2. Ranked Fourth on Human Attackers List

Although these sharks are not aggressive and are naturally docile, they ranked fourth on the list of most attacks on humans. Now, this may get you wondering how?

Humans provoke these sharks until attacked. The ability of nurse sharks to lay motionless in the ocean bottom has led divers/swimmers into false security, leading them to poke, prod nurse sharks occasionally until these sharks feel threatened.

3. Buccal Pumping Method of Expelling Water

Unlike most sharks that require continuous movement, to move water over their gills, otherwise, they die. Nurse sharks instead make use of a method referred to as “Buccal pumping” to pump water over their gills without moving. This is possible through the constant opening and closing of its mouth.

4. They do Well in Captivity

Nurse sharks thrive well in captivity; there are records of them living up to 25 years or more in captivity. As a result, they are among the few shark species to live long as captives.

5. Nurse Sharks has the Capacity to Learn

In a learning experiment, these sharks displayed the ability to learn to swim to get food by a handler.

6. These sharks can Walk Across the Ocean Floor.

Nurse sharks can walk across the ocean floor. They are nocturnal predators, found in shallow waters. They tend to rest during the day and hunt at night. Instead of swimming to look for their prey, they use their pectoral fins to walk across the sea bottom.

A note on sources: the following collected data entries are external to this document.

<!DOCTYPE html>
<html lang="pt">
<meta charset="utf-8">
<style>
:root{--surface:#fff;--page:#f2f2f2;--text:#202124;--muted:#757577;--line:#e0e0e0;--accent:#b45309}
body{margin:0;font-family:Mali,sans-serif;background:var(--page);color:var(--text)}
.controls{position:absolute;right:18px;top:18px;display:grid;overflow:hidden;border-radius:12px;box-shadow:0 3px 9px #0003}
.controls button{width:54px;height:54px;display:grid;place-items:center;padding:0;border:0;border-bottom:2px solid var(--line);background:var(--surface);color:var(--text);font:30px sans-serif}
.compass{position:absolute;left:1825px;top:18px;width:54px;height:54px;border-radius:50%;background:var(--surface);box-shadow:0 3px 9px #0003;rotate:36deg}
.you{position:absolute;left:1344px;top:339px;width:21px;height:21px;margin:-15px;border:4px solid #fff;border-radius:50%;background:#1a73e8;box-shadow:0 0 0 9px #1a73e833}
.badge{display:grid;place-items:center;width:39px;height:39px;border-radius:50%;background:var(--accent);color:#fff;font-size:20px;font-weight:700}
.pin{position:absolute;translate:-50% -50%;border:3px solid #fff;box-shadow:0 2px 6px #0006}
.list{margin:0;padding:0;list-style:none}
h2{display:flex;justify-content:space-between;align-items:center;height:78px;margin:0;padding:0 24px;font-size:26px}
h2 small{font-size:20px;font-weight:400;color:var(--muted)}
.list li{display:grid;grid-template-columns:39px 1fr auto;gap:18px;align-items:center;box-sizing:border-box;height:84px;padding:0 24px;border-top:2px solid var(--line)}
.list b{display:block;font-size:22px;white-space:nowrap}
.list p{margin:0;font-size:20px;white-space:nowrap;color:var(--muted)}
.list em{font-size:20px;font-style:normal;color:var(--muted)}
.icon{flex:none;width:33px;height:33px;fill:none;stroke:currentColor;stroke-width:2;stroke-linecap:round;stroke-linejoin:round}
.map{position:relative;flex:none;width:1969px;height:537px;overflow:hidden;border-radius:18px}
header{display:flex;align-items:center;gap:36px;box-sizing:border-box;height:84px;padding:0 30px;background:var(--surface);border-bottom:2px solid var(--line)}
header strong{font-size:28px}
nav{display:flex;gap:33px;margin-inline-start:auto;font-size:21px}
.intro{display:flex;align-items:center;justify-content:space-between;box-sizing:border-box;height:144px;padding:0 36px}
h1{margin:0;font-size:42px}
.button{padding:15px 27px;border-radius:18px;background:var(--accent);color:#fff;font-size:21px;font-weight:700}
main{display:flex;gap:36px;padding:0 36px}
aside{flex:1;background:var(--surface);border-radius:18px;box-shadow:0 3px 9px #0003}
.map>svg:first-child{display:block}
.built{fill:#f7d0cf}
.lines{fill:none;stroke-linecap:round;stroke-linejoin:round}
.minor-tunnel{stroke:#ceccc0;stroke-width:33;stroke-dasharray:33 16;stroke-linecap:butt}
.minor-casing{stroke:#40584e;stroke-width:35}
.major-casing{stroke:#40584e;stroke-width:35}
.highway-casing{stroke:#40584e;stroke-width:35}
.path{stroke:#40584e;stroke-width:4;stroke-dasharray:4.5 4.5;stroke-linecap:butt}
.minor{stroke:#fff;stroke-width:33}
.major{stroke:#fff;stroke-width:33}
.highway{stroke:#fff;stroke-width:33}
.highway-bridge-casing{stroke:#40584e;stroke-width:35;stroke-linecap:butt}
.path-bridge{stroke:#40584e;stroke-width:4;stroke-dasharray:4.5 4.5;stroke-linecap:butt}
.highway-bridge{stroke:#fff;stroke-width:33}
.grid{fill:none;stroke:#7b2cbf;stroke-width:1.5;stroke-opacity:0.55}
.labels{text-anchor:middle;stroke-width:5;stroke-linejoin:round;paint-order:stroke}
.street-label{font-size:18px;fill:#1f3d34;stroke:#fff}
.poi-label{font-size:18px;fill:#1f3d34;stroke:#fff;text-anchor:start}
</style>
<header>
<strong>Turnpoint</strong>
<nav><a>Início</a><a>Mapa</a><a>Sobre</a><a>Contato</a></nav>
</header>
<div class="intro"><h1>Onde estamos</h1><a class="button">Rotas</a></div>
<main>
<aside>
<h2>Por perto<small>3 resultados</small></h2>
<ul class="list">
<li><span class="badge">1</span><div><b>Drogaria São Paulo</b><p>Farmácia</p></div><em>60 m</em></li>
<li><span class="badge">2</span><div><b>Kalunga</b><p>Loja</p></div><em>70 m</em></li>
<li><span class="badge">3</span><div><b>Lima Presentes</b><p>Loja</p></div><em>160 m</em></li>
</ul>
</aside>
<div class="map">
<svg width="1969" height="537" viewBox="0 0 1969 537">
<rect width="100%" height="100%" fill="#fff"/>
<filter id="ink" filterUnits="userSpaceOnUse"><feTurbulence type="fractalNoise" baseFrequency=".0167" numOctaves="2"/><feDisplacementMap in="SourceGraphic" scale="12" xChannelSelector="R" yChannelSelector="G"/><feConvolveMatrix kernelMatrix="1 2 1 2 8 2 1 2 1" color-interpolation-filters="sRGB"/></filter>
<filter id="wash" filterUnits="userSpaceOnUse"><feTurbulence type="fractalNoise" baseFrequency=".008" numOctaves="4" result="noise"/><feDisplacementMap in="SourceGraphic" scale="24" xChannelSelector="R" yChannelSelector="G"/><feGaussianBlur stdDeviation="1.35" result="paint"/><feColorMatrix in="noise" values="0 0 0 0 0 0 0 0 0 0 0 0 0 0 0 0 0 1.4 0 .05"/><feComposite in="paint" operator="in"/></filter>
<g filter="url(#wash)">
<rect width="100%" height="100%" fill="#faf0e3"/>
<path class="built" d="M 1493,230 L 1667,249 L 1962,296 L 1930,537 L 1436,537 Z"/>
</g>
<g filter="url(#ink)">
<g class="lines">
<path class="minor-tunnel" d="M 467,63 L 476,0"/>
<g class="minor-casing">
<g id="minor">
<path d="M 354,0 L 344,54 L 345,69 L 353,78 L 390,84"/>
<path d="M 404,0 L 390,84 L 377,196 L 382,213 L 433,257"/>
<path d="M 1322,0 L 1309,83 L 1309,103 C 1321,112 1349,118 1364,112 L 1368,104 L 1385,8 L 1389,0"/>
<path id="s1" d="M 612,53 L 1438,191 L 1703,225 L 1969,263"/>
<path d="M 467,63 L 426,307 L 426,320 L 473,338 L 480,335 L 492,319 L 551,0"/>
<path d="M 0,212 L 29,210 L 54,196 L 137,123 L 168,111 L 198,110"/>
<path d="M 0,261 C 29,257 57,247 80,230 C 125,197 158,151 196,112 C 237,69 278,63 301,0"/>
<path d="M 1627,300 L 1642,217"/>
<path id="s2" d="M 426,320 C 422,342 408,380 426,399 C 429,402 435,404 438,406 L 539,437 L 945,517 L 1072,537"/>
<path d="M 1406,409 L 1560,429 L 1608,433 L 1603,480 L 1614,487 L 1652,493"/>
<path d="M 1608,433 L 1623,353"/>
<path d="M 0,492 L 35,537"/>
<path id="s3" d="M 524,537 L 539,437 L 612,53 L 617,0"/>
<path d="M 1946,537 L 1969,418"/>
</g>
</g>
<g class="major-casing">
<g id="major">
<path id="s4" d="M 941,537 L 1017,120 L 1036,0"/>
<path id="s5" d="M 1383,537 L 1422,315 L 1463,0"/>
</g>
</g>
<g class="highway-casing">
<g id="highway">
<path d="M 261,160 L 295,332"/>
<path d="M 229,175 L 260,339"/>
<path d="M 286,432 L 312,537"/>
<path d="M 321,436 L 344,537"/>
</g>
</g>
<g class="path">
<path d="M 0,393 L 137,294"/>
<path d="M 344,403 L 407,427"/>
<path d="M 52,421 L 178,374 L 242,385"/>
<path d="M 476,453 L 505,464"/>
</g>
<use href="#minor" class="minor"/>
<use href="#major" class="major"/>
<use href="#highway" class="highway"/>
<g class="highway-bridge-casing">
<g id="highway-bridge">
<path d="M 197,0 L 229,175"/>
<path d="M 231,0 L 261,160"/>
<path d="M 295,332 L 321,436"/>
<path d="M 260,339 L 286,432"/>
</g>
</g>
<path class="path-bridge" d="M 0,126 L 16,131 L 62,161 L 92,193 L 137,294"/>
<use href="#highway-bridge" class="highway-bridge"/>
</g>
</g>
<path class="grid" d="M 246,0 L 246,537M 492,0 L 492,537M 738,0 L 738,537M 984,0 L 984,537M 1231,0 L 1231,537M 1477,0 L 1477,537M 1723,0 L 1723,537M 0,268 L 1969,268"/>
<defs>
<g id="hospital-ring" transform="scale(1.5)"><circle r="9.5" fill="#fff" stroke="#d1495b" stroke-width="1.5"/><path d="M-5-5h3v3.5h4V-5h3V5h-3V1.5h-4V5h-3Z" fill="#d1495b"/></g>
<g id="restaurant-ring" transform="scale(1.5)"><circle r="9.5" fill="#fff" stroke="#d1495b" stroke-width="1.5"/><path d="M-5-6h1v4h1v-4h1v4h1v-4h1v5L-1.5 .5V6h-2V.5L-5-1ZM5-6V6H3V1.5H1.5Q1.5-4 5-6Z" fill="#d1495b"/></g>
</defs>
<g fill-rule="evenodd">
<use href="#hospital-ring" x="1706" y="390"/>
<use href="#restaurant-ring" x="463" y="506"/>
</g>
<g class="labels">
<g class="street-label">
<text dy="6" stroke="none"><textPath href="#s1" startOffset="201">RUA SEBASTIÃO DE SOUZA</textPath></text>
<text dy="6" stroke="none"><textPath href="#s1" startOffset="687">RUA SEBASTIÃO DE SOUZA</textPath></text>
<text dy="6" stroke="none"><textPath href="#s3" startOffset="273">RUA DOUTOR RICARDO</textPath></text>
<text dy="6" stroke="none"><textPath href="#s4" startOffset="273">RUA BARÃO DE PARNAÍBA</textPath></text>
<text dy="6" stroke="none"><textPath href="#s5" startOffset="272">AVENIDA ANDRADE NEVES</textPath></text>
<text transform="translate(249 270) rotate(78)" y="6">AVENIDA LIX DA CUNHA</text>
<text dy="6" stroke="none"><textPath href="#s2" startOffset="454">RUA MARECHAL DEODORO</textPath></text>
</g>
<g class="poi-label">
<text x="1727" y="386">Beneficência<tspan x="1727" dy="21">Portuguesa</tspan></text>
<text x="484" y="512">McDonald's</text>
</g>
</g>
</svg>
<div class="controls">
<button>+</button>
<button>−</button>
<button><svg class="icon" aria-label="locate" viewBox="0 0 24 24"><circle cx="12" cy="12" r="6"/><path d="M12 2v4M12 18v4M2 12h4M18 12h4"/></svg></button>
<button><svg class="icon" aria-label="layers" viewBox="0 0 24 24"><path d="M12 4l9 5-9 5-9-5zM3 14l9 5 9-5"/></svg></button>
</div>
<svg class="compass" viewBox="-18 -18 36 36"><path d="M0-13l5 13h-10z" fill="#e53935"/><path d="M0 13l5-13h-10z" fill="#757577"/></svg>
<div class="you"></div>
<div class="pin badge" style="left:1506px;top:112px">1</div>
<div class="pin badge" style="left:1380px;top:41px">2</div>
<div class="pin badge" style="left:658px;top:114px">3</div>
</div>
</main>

7. Nurse Sharks Suck Up Their Food.

There is a cavity within their throat that generates a powerful suction that vacuums their prey into their mouth. Then, the tiny rows of teeth crush up the prey.

8. They have Varying Colors.

Nurse sharks have different colors; adult nurse sharks are usually brown, grey, or yellowish. In 1992, a milk-white nurse shark with brown splotches was captured and photographed near key largo in Florida.

Another adult nurse shark that has this same coloration was caught in 2014. Their adults do not usually have dark spots, but their juveniles do, and it fades as they Age.

9. Nurse Sharks Like to Unwind in Groups

You will always find these sharks in a group of about 40 at the bottom of the sea. Although they don’t like hunting in groups, they love to rest in groups, piled up on top of each other.

10. They have Certain Behaviors in Common with Whale Sharks.

The whale shark on consideration is the most prominent fish presently, and like the nurse sharks, it eats via suction. However, that is not the only thing nurse sharks have in common with whale sharks. Thus, they are both members of the order Orectolobiformes. And, this is a group that consists of 39 other shark species, mainly in temperate and tropical oceans, popularly known as Carpet sharks.

You can identify Carpet sharks by their small mouths and the two dorsal fins on their back. Also, their five sets of gills slits. Species in this order seem to have striking patterns on their skins, although adult nurse sharks are an exception.

11. Reproduction is Biennial

Their females do not give birth every year, it takes up to about 18 months for them to reproduce, and six months for gestation.

12. The Origin of their Name is a Linguistic Mystery

How these sharks got the name “nurse sharks” is still a linguistic mystery because we all know they are not capable of caring for patients in the hospital. However, historians seem to have their theories. Some suggest it was from the sound they make when they suck in their prey that reminds sailors of nursing infants.

But, others think the “Nurse” in Nurse sharks could be from an old name “huss” given to an unrelated bottom dwellers. Over time “huss” involved to “Nuss,” a word that came to mean Large Fish. So maybe the name came from either of the two.

13. Scientists Just Recently Named a New Species of Nurse Sharks

In 2012, a recent study found that the population of nurse sharks living in the tropical eastern pacific was anatomically and genetically different from Atlantic nurse sharks to be a specie on its own. Therefore, scientists named it Pacific nurse shark or Ginglymostoma unami.